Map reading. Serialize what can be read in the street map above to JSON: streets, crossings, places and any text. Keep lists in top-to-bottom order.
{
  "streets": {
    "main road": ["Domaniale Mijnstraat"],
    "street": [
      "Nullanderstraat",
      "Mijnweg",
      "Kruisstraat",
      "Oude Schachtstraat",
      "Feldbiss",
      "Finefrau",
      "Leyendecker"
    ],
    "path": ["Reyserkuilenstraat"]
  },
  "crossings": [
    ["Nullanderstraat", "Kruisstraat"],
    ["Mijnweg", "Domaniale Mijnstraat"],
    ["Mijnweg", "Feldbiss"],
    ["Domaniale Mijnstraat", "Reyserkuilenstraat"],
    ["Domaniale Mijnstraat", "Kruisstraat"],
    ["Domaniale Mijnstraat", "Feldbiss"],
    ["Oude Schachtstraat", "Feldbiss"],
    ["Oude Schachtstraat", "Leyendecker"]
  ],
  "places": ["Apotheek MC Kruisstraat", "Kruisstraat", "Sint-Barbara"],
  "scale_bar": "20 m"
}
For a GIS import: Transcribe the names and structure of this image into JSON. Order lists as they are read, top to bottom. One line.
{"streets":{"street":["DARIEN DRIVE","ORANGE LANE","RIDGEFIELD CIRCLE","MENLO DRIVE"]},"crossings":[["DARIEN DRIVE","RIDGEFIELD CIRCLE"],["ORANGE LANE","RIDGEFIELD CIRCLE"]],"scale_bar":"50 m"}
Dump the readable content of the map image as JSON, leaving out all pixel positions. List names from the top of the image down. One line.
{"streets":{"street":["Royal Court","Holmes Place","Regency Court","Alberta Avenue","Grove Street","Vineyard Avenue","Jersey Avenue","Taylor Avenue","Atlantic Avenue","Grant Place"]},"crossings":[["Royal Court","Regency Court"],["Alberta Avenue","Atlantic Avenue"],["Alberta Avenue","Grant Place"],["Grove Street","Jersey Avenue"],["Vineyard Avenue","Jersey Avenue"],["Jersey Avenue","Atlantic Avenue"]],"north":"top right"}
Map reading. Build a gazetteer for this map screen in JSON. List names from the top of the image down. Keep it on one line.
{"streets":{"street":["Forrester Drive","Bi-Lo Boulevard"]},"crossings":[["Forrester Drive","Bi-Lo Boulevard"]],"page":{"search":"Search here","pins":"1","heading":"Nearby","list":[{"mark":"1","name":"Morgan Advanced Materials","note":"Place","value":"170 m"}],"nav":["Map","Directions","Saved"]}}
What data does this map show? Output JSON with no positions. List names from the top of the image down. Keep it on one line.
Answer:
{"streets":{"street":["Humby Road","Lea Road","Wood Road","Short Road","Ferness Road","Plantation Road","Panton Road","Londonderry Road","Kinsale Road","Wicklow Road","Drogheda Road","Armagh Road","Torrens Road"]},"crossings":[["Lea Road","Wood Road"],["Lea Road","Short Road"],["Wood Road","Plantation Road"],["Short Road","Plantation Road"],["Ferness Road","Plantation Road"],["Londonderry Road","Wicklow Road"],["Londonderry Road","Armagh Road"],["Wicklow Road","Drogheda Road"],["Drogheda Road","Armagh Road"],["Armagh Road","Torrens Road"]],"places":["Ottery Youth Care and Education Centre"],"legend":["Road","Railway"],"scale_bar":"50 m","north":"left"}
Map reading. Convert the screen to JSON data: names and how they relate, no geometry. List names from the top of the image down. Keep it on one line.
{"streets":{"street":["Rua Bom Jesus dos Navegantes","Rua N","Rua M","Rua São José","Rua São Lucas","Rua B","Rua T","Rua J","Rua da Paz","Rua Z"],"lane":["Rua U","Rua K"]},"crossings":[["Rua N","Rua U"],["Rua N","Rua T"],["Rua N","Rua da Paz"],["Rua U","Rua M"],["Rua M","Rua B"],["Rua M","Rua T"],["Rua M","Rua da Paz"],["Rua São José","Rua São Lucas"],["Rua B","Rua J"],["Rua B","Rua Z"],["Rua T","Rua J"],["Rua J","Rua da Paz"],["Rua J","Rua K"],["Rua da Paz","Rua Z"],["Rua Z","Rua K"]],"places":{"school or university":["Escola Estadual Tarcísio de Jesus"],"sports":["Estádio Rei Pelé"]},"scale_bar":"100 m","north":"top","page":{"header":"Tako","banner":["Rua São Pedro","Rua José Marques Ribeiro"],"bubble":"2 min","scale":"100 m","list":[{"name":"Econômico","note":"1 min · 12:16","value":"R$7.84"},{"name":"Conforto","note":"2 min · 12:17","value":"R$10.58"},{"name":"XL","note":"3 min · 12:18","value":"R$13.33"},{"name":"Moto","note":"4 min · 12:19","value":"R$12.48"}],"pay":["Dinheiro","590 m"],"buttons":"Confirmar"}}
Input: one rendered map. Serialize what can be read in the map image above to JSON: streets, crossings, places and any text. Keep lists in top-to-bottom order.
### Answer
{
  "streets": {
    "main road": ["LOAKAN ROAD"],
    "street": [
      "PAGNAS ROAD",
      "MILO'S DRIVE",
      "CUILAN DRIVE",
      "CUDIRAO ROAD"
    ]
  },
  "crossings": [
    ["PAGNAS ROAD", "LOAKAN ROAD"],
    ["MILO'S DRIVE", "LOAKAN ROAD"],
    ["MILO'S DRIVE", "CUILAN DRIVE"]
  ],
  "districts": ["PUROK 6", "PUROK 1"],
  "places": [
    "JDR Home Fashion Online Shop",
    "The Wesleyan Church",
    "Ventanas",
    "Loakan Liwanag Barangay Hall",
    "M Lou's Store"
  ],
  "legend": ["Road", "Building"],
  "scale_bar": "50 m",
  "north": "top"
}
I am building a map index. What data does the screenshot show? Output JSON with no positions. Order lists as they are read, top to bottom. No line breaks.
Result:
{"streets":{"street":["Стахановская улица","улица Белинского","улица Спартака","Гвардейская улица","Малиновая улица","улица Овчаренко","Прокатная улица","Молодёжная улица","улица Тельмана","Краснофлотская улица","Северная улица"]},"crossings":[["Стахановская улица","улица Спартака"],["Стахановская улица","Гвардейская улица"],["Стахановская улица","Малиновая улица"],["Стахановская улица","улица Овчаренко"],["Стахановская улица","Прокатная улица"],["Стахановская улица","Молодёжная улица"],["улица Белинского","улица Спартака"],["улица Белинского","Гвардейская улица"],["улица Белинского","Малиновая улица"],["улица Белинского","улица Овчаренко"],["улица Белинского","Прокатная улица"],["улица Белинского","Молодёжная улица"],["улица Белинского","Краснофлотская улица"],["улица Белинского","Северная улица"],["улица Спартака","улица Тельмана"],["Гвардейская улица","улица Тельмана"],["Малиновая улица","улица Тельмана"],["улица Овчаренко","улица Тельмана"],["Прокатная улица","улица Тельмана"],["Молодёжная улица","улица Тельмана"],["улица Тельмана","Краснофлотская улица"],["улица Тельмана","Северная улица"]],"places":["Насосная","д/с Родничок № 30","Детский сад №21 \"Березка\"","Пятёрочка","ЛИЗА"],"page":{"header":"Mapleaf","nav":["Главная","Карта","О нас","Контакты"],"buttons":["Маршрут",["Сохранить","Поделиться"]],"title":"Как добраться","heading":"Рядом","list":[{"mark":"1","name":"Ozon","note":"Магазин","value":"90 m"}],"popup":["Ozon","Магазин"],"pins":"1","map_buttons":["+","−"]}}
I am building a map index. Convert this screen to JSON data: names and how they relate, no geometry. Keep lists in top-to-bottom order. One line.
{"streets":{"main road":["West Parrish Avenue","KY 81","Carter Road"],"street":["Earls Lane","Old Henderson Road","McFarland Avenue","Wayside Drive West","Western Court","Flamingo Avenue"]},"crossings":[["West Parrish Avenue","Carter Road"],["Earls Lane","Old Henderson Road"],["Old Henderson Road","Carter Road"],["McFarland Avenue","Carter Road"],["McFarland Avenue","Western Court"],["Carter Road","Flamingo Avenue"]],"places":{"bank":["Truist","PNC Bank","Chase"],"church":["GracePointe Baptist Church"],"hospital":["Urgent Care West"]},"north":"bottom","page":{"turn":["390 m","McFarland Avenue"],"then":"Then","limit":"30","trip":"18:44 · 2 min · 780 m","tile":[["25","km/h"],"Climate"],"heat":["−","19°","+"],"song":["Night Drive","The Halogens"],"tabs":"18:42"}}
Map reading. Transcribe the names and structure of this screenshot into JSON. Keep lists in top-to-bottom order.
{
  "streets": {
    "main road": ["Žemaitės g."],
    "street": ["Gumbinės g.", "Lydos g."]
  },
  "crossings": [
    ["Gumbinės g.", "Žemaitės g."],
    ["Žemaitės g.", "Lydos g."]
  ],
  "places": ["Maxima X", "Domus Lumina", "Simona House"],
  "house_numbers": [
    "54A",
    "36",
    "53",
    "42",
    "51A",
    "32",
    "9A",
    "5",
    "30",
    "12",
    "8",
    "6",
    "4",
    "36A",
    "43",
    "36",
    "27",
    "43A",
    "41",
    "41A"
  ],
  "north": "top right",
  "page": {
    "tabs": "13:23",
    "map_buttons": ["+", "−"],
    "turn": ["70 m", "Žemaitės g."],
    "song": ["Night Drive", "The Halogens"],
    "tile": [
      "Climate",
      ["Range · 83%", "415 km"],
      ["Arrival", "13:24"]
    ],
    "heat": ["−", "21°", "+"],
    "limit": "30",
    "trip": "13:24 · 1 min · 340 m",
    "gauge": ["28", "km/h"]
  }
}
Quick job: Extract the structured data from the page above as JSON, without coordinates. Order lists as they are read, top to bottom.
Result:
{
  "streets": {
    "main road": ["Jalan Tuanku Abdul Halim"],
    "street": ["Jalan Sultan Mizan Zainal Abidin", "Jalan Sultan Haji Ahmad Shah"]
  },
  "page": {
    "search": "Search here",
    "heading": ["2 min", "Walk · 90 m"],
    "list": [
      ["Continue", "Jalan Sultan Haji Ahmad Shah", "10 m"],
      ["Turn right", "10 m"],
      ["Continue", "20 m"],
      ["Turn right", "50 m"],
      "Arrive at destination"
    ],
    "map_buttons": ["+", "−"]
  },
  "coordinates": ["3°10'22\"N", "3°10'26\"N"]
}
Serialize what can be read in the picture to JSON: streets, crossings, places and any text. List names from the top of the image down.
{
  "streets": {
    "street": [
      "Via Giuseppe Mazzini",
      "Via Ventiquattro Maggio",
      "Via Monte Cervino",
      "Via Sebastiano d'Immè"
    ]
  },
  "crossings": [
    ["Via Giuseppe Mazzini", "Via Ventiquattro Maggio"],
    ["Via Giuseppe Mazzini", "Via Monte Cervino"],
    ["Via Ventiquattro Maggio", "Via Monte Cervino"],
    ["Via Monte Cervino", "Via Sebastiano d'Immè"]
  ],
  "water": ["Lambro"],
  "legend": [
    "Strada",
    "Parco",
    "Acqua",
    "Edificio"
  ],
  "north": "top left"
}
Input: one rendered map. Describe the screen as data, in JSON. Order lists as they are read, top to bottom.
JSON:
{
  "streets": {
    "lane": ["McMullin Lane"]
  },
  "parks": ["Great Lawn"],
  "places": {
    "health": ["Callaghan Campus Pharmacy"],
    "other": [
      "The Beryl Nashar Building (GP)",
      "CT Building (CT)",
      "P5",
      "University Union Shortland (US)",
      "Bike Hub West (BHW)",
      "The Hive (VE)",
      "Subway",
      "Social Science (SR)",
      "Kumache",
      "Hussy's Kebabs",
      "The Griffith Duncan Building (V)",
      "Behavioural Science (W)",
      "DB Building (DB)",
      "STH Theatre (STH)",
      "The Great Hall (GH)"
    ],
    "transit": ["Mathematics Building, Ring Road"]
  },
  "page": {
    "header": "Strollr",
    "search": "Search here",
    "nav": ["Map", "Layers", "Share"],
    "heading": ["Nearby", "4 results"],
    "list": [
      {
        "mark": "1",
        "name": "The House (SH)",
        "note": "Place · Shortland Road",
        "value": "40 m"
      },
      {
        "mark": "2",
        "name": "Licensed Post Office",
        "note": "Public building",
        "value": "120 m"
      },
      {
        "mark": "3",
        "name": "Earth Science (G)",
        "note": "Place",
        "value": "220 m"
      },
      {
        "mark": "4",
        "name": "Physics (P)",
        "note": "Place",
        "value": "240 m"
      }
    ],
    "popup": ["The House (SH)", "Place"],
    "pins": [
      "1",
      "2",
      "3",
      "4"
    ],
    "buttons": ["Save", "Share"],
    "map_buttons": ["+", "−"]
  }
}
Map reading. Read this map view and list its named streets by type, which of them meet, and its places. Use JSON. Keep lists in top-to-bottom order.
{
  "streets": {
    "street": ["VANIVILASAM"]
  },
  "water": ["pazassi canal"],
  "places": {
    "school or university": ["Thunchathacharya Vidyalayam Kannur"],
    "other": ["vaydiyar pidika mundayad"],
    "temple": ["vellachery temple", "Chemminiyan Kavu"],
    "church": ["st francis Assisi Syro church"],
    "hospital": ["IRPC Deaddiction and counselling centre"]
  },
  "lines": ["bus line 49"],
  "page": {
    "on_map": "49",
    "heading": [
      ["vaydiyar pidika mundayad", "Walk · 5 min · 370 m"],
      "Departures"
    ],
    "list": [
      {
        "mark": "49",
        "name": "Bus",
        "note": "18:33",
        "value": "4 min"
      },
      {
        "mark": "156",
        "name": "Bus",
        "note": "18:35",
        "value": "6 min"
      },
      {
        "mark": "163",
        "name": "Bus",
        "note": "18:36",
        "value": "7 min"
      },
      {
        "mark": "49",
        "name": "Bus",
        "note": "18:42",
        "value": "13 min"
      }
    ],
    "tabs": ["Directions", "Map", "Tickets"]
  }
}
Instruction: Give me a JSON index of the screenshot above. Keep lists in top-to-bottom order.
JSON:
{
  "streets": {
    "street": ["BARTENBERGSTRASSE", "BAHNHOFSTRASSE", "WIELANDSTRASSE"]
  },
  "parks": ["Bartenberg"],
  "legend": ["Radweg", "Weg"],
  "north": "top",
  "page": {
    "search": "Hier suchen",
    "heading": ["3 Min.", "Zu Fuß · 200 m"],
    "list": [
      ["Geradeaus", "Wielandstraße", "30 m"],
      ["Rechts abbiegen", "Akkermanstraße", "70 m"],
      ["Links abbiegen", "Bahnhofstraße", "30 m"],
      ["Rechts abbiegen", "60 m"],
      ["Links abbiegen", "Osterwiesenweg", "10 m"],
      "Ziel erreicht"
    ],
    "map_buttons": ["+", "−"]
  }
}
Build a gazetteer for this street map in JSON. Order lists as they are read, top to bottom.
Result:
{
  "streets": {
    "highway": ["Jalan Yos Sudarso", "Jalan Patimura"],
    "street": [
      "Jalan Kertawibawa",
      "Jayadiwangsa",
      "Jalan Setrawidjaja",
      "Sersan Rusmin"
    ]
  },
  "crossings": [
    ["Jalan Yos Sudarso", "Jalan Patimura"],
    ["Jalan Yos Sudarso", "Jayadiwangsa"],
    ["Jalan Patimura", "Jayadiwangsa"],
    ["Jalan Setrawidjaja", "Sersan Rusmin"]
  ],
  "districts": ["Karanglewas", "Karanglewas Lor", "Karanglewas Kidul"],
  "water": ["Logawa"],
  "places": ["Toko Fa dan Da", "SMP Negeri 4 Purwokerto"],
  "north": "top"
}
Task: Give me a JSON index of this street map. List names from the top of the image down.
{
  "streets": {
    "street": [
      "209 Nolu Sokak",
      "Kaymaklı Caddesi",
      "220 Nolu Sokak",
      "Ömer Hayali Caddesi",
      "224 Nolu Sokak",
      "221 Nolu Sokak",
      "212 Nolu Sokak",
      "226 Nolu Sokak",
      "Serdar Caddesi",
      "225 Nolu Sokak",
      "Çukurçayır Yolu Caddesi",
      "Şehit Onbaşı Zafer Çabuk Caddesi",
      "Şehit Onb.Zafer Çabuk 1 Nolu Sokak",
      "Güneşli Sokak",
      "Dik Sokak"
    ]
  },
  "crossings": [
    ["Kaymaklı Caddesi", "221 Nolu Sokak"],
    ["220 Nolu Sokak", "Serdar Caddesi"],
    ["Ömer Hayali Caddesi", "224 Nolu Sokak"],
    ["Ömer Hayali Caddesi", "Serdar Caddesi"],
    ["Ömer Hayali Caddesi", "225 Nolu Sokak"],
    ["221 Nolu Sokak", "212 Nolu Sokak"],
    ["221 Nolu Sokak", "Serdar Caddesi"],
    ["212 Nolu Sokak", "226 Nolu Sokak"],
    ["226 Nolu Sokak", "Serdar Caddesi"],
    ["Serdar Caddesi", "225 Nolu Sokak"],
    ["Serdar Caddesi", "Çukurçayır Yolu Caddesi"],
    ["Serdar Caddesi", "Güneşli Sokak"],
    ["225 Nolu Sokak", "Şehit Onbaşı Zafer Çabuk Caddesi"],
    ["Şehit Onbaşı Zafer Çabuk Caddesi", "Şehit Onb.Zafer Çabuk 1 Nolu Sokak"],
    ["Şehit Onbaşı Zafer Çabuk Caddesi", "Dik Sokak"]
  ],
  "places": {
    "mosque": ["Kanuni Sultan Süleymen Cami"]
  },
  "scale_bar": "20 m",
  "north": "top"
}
----
- _Aim of the task_: The stretch of entries above that starts with the line containing "Map reading. Convert" and goes on through the line containing "I am building a map index. What" is to be transcribed exactly, and no other line is to be transcribed.

- _Result_:
Map reading. Convert the screen to JSON data: names and how they relate, no geometry. List names from the top of the image down. Keep it on one line.
{"streets":{"street":["Rua Bom Jesus dos Navegantes","Rua N","Rua M","Rua São José","Rua São Lucas","Rua B","Rua T","Rua J","Rua da Paz","Rua Z"],"lane":["Rua U","Rua K"]},"crossings":[["Rua N","Rua U"],["Rua N","Rua T"],["Rua N","Rua da Paz"],["Rua U","Rua M"],["Rua M","Rua B"],["Rua M","Rua T"],["Rua M","Rua da Paz"],["Rua São José","Rua São Lucas"],["Rua B","Rua J"],["Rua B","Rua Z"],["Rua T","Rua J"],["Rua J","Rua da Paz"],["Rua J","Rua K"],["Rua da Paz","Rua Z"],["Rua Z","Rua K"]],"places":{"school or university":["Escola Estadual Tarcísio de Jesus"],"sports":["Estádio Rei Pelé"]},"scale_bar":"100 m","north":"top","page":{"header":"Tako","banner":["Rua São Pedro","Rua José Marques Ribeiro"],"bubble":"2 min","scale":"100 m","list":[{"name":"Econômico","note":"1 min · 12:16","value":"R$7.84"},{"name":"Conforto","note":"2 min · 12:17","value":"R$10.58"},{"name":"XL","note":"3 min · 12:18","value":"R$13.33"},{"name":"Moto","note":"4 min · 12:19","value":"R$12.48"}],"pay":["Dinheiro","590 m"],"buttons":"Confirmar"}}
Input: one rendered map. Serialize what can be read in the map image above to JSON: streets, crossings, places and any text. Keep lists in top-to-bottom order.
### Answer
{
  "streets": {
    "main road": ["LOAKAN ROAD"],
    "street": [
      "PAGNAS ROAD",
      "MILO'S DRIVE",
      "CUILAN DRIVE",
      "CUDIRAO ROAD"
    ]
  },
  "crossings": [
    ["PAGNAS ROAD", "LOAKAN ROAD"],
    ["MILO'S DRIVE", "LOAKAN ROAD"],
    ["MILO'S DRIVE", "CUILAN DRIVE"]
  ],
  "districts": ["PUROK 6", "PUROK 1"],
  "places": [
    "JDR Home Fashion Online Shop",
    "The Wesleyan Church",
    "Ventanas",
    "Loakan Liwanag Barangay Hall",
    "M Lou's Store"
  ],
  "legend": ["Road", "Building"],
  "scale_bar": "50 m",
  "north": "top"
}
I am building a map index. What data does the screenshot show? Output JSON with no positions. Order lists as they are read, top to bottom. No line breaks.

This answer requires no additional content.